No recuerdo si en Recursos humanos de Antonio Ortuño hay pasajes en los cuales se represente al trabajo más que como un tropiezo indefinido en el camino hacia la felicidad o el éxito o lo que imaginamos como la felicidad y el éxito. Hasta donde recuerdo, en esa novela se parte siempre desde la idea de que el trabajo es tedioso, rutinario, absurdo incluso, signo de un sistema de maldad, como si fuera, en efecto, un castigo divino impuesto y no algo propio de los hombres. No soy capaz de recordar en qué trabajan los personajes de Ortuño.
Esta idea de trabajo está más o menos presente en otras novelas más o menos recientes, según recuerdo -en Houellebecq, por ejemplo, o en Beigbedier, donde incluso trabajos en los cuales uno podría imaginar cierta dicha incluso en sus momentos más tediosos (ya fuera en la labor del científico, del publicista o del ingeniero en sistemas) se vuelven una especie de muerte en vida. Tendría que revisar.

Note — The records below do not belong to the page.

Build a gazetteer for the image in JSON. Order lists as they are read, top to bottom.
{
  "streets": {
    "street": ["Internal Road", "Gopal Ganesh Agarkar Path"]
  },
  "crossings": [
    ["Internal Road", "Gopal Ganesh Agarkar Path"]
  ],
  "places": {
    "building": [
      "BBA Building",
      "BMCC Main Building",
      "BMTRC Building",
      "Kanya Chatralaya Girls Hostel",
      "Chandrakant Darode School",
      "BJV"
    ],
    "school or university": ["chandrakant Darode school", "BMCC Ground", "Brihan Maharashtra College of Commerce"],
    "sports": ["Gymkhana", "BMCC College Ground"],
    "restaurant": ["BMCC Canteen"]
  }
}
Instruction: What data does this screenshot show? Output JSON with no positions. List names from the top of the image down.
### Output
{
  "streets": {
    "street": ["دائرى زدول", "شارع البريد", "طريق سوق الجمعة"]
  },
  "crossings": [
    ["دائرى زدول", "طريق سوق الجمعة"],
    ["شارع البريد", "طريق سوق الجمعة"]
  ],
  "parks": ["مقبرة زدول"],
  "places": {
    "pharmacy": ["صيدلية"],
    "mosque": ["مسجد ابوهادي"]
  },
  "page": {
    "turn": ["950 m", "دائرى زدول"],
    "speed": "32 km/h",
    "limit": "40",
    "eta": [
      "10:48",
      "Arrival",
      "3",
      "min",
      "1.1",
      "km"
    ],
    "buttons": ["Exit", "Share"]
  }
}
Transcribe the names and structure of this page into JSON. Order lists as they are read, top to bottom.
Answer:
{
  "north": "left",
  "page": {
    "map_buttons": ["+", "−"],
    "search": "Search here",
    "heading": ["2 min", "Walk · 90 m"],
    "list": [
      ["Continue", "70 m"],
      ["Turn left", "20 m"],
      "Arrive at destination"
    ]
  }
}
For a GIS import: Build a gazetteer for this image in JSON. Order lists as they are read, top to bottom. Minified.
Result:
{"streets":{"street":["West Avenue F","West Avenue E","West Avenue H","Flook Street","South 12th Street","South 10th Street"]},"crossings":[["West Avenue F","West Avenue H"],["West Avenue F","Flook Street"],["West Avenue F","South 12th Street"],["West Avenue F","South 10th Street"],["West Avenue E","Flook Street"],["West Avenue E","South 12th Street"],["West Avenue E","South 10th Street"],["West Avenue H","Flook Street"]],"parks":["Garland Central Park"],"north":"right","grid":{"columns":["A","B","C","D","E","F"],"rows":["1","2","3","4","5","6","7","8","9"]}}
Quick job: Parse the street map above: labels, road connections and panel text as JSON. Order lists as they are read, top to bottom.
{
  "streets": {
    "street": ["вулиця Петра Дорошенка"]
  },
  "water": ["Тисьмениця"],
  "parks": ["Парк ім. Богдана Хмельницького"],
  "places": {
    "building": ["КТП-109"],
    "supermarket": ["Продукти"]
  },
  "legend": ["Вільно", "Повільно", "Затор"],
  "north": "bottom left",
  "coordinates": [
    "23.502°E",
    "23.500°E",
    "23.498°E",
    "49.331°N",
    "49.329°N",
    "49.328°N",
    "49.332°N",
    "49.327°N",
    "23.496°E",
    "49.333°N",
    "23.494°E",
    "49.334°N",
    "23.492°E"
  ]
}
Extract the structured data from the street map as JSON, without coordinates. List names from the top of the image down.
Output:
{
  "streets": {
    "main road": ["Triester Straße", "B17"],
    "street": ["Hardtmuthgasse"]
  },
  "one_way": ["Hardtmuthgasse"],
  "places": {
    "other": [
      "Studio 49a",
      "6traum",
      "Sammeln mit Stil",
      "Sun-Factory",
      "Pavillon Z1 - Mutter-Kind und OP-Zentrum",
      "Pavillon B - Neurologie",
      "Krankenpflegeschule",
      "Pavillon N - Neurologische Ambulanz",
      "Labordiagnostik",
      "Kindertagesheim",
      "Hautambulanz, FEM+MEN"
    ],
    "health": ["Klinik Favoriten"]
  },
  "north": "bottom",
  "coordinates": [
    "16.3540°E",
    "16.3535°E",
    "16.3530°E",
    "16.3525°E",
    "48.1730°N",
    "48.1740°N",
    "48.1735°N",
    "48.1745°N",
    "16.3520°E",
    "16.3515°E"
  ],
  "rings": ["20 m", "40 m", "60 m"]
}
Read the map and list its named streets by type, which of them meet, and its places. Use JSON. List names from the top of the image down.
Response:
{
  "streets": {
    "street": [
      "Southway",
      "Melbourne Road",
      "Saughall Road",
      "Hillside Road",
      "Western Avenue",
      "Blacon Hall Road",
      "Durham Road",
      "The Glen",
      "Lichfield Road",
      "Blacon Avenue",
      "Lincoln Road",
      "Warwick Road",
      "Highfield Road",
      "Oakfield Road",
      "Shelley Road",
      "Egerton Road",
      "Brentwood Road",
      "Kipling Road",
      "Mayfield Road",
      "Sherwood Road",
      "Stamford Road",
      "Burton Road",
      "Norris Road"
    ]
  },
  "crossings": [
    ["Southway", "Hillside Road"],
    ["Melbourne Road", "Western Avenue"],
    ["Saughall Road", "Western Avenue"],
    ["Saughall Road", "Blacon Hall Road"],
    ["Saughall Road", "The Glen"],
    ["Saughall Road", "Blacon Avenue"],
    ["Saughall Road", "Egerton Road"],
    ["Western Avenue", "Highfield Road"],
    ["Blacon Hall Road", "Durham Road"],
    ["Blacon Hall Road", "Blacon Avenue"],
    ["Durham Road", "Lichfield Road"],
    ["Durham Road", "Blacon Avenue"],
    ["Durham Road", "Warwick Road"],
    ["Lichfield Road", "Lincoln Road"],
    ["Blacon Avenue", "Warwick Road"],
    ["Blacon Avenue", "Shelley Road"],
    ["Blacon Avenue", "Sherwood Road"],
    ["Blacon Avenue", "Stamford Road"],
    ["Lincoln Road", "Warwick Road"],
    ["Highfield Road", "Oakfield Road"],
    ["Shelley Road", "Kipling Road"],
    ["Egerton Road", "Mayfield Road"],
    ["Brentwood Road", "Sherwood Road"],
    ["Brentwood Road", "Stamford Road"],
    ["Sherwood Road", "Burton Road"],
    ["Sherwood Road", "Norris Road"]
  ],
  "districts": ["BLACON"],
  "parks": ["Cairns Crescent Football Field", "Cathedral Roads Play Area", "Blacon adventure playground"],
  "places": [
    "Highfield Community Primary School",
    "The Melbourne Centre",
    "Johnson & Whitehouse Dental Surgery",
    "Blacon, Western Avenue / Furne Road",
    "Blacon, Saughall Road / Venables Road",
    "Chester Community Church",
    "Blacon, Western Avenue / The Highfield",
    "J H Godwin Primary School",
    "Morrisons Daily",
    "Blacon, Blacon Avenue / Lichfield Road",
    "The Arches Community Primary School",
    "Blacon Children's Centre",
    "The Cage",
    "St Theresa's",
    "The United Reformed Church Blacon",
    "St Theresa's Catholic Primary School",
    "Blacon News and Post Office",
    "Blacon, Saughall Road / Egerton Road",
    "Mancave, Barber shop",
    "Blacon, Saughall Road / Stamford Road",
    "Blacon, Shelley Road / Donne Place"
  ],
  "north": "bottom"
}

Tendría que revisar también La tregua de Benedetti (el otro día vi un fragmento de la adaptación mexicana al cine que se hizo de esta película; un hombre le hablaba a su secretaria, de un escritorio a otro; le cambié) o El banquero anarquista de Pessoa. Y toda esa literatura de cubículo, de querer seguir hablando de esto.
Pero mejor les diré que todo esto me hizo pensar en Kierkegaard, en La filosofía del tedio, en David Foster Wallace y sobre todo en que el otro día que salí a tomar un café, que salí de la oficina, pasé por una librería de viejo y vi la traducción que publicó Alfaguara de Revolutionary Road y que me hizo pensar en lo triste (no exageraré) que es ver un libro en una librería de viejo, un libro que quizá se compró al poco tiempo de que saliera la adaptación al cine y que al poco tiempo también se vendió. Mejor les diré, pues, que no tengo conclusiones para ofrecer. Excepto, quizá, sugerencias: es bueno trabajar. Hay que trabajar.